Saved entries
==============================
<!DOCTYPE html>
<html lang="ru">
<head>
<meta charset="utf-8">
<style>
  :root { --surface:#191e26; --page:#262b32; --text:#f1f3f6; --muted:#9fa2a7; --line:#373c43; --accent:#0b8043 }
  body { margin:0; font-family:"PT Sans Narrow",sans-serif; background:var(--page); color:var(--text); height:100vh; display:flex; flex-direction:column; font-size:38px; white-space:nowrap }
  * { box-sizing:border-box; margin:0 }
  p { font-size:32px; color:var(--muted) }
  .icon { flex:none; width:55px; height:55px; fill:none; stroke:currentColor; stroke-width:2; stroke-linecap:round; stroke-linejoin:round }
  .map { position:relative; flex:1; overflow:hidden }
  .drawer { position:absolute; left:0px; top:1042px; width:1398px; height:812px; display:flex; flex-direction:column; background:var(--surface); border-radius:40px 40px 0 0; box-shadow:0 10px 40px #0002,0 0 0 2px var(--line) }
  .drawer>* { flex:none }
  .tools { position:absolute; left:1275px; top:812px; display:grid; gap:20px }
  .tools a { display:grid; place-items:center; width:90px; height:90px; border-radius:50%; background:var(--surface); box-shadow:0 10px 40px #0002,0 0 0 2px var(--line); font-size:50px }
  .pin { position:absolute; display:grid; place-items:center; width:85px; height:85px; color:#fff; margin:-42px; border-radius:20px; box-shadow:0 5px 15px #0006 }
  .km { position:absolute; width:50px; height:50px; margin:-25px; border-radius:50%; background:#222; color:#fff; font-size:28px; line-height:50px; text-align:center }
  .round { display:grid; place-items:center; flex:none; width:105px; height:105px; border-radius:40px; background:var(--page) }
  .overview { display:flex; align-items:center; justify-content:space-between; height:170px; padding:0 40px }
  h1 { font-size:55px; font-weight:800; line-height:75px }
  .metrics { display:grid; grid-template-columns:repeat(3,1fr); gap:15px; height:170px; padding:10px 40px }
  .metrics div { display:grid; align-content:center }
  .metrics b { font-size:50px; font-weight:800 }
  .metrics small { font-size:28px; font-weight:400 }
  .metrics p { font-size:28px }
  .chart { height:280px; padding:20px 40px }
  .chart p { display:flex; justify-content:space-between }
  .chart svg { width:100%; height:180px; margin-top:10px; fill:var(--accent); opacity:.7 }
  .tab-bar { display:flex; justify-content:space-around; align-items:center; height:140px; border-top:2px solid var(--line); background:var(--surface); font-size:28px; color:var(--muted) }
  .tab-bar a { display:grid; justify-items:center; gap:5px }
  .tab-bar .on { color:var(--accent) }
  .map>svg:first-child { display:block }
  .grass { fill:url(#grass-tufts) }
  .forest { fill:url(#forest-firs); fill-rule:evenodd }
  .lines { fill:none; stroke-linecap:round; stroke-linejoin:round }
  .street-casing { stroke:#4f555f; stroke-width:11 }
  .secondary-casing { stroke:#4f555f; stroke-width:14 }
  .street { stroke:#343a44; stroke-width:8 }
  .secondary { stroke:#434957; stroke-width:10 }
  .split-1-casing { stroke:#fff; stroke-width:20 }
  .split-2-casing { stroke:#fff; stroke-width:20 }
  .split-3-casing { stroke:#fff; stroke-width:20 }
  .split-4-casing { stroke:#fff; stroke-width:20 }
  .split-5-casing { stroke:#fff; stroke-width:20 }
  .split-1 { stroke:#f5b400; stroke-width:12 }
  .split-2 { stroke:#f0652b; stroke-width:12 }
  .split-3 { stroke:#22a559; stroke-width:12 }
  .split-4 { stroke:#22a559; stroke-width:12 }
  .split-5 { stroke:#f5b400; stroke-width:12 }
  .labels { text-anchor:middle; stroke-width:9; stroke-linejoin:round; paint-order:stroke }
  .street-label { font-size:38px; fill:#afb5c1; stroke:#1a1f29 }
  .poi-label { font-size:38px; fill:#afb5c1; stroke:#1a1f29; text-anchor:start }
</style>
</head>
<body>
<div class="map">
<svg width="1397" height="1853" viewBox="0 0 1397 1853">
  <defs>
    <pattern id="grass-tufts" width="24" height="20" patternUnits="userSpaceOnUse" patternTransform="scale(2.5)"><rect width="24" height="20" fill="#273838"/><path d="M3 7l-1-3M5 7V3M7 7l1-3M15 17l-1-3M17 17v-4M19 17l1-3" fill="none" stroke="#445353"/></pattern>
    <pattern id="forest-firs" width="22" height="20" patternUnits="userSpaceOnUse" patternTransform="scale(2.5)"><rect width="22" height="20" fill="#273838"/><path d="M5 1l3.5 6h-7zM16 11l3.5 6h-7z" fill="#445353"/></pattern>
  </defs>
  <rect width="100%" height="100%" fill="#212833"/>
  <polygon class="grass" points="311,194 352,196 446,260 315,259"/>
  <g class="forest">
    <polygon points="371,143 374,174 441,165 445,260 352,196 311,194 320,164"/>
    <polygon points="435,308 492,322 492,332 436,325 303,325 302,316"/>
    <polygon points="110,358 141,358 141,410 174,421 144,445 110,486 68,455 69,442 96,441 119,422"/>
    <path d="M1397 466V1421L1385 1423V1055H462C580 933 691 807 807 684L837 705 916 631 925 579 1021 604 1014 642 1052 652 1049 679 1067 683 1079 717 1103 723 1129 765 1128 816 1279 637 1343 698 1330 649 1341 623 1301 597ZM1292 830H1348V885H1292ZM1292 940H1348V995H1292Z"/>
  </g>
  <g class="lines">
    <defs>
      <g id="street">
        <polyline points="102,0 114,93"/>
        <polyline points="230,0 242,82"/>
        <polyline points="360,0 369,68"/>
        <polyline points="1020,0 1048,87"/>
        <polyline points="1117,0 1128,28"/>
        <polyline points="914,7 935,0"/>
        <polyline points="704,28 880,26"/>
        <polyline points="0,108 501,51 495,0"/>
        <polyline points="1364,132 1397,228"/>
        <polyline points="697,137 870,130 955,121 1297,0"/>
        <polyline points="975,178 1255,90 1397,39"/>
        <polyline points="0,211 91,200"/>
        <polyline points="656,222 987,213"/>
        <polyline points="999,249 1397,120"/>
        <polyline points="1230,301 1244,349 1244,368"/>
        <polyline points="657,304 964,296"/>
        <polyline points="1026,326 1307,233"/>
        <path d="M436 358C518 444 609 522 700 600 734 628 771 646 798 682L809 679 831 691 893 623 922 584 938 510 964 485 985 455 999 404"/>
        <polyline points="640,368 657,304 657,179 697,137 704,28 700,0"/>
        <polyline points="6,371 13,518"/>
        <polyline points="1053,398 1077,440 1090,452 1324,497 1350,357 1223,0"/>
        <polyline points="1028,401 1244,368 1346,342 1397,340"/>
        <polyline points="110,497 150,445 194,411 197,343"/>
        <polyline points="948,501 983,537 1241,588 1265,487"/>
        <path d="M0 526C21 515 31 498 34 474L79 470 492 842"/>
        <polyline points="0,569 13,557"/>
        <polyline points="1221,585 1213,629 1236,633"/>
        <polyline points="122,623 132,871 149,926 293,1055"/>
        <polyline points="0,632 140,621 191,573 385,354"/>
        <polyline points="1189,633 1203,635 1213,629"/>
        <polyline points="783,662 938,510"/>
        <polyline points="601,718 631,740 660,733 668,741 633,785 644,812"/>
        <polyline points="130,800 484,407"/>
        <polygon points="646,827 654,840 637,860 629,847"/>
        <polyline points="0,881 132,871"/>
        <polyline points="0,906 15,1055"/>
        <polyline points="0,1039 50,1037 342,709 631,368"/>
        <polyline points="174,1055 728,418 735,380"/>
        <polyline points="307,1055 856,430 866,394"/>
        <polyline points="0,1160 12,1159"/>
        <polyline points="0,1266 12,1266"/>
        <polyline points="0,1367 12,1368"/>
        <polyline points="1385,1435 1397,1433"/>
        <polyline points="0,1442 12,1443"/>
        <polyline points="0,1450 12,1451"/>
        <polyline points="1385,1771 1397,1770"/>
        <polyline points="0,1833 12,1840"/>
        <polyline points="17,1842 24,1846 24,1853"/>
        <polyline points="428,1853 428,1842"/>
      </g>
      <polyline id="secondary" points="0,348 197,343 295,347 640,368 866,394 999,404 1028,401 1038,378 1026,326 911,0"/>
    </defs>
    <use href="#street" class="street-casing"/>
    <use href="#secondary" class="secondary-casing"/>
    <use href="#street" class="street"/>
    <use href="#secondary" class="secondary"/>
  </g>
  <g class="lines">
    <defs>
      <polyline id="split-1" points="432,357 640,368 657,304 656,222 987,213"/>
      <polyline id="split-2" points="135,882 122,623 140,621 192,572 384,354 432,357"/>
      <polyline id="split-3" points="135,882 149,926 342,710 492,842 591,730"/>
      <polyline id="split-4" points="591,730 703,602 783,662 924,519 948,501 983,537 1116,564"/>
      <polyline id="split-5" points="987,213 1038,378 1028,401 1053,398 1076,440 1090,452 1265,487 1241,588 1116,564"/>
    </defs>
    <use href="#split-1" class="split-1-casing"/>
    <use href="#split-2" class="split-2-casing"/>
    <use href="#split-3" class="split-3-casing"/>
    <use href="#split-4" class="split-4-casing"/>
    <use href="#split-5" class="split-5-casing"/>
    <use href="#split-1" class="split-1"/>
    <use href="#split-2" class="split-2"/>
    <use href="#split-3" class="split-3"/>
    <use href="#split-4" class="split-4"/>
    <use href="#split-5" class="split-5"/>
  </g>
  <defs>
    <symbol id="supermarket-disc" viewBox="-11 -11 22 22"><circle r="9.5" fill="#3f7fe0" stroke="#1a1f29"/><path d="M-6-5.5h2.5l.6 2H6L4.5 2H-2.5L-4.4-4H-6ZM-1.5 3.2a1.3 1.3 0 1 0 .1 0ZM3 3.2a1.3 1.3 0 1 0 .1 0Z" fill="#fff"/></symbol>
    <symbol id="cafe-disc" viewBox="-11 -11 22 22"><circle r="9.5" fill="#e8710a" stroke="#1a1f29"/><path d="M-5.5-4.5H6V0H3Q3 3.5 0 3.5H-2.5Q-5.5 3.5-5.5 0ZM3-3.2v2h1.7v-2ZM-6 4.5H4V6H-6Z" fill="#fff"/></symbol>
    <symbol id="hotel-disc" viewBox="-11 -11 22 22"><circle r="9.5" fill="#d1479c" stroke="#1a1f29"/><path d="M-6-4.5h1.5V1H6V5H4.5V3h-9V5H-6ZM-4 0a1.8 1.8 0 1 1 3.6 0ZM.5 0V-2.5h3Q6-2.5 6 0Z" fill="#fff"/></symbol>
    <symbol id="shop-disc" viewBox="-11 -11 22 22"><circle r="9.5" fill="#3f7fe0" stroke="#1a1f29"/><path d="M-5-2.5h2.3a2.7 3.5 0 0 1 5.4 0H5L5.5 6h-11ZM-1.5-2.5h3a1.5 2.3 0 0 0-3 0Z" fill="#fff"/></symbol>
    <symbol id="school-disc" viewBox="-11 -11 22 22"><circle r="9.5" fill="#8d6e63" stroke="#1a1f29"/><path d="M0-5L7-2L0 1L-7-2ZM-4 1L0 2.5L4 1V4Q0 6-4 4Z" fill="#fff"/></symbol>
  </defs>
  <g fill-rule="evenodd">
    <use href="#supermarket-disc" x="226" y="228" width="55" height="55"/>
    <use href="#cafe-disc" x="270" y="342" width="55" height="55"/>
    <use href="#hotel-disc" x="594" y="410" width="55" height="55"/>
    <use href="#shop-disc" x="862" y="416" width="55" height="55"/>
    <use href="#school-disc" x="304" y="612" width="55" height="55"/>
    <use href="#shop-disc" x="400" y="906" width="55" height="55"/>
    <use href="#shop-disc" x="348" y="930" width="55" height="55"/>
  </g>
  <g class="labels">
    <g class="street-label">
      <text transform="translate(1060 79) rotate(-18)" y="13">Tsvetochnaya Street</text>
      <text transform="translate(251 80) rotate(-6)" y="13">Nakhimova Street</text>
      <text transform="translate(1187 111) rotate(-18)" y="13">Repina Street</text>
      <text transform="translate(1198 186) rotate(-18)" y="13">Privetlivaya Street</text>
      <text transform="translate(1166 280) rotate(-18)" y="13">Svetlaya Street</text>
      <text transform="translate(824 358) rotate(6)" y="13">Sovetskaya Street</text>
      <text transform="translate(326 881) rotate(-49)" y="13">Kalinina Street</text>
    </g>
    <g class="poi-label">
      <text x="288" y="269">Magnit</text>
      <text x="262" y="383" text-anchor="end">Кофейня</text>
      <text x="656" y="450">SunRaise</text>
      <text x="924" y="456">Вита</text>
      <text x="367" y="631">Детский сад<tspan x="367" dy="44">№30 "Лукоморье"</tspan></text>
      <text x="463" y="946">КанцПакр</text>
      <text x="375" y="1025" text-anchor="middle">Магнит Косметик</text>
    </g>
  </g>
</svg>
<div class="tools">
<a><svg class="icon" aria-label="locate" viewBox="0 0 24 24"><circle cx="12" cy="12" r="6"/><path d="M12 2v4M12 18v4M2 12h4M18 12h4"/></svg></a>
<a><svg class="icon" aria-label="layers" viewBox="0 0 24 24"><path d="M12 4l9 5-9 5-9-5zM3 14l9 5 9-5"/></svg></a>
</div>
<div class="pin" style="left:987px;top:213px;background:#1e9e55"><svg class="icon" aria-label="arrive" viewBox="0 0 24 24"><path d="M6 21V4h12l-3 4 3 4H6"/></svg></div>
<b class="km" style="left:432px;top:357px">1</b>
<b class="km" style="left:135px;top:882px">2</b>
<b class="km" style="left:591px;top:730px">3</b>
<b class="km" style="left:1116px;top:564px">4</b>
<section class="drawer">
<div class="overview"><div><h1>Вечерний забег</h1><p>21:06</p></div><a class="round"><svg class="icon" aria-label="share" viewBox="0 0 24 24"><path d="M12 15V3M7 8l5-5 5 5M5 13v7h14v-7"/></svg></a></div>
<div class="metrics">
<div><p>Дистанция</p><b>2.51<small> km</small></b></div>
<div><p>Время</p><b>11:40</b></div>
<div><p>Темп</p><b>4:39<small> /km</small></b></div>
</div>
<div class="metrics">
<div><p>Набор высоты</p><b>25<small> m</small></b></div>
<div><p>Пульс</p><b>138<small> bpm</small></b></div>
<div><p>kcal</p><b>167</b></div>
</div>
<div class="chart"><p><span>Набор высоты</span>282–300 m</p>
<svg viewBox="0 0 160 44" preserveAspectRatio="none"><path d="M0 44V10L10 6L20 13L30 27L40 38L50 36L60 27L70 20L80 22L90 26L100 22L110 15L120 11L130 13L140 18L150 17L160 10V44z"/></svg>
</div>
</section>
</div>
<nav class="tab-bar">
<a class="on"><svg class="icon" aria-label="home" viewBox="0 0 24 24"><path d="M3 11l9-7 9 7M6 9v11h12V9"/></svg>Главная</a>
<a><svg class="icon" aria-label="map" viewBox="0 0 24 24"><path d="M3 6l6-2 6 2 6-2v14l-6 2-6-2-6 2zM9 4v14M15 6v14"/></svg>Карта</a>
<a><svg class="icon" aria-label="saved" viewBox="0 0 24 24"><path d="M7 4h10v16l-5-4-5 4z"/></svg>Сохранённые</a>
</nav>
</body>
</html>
==============================
Which lines in the records above hold the string "linecap"? Copy each of them.

  .icon { flex:none; width:55px; height:55px; fill:none; stroke:currentColor; stroke-width:2; stroke-linecap:round; stroke-linejoin:round }
  .lines { fill:none; stroke-linecap:round; stroke-linejoin:round }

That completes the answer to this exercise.